No other person is required to sign this Post-Effective Amendment to the Registration Statement in reliance upon Rule 478 under the Securities Act of 1933, as amended.

FAQ

What did Flushing Financial (FFIC) file on June 1, 2026?

Flushing Financial filed a post-effective amendment to deregister unsold securities, ending the effectiveness of its Form S-3 registration. The amendment cancels securities registered under Registration No. 333-283312 following the merger with OceanFirst Financial Corp.

How large was the shelf registration that was deregistered?

The Form S-3 registered up to $400,000,000 in aggregate offering price.
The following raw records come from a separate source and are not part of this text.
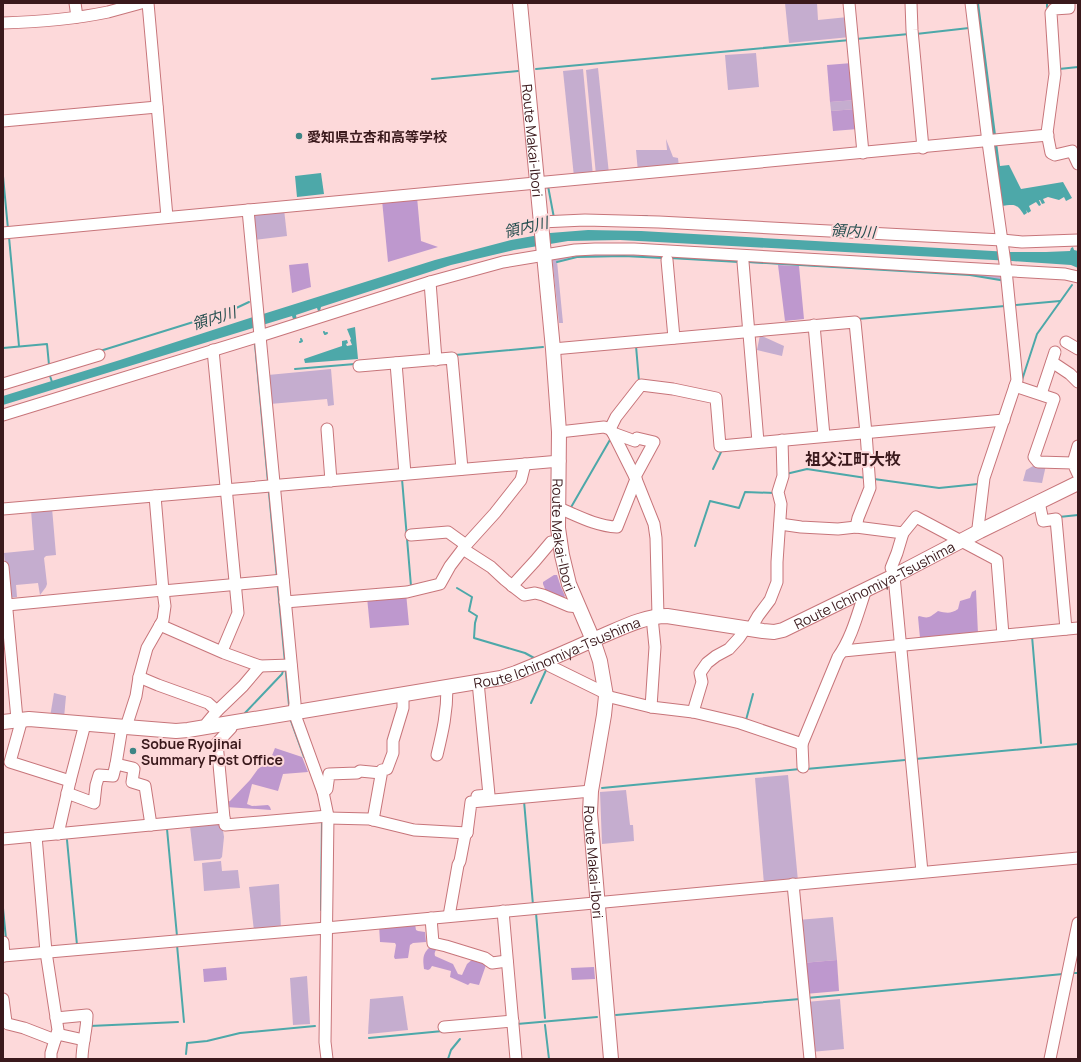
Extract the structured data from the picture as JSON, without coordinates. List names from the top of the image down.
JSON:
{
  "streets": {
    "main road": ["Route Makai-Ibori", "Route Ichinomiya-Tsushima"]
  },
  "crossings": [
    ["Route Makai-Ibori", "Route Ichinomiya-Tsushima"]
  ],
  "districts": ["祖父江町大牧"],
  "water": ["領内川"],
  "places": ["愛知県立杏和高等学校", "Sobue Ryojinai Summary Post Office"]
}
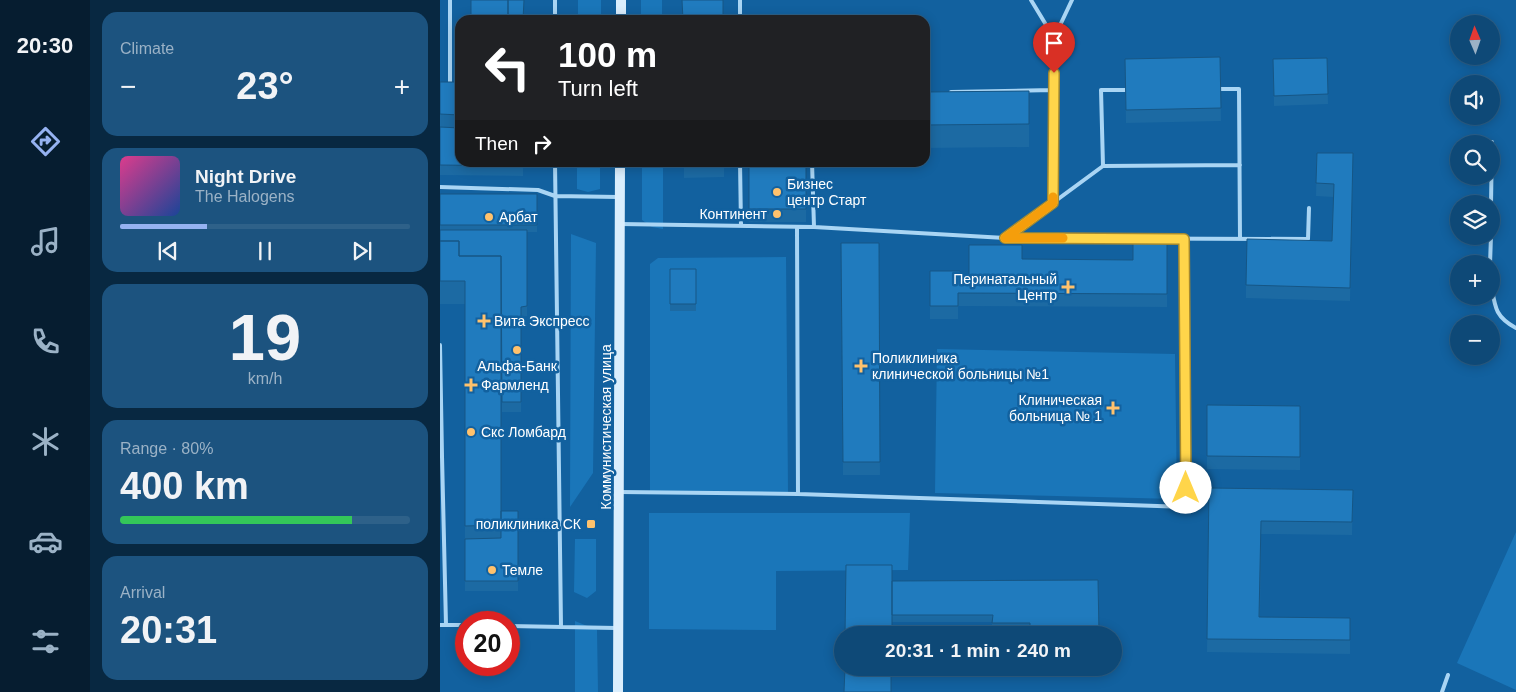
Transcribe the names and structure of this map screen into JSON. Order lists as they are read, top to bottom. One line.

The post-effective amendment expressly terminates that registration and removes any unsold or unissued securities registered thereunder.

Why did Flushing Financial deregister the securities?

The deregistration was executed because Flushing Financial was acquired by OceanFirst Financial Corp. via a two-step merger, effective June 1, 2026, and the registrant ceased offerings under the registration as a result.

When was the original registration statement filed?

The Registration Statement on Form S-3 (No. 333-283312) was filed on November 18, 2024, and it covered debt securities, preferred stock, depository shares, common stock, warrants and units up to the stated aggregate amount.

Does this filing indicate OceanFirst will register replacement securities?

This filing only terminates Flushing Financial's registration and does not state whether OceanFirst will register replacement securities. Any re-registration or capital plans would be disclosed in OceanFirst Financial Corp.'s subsequent filings.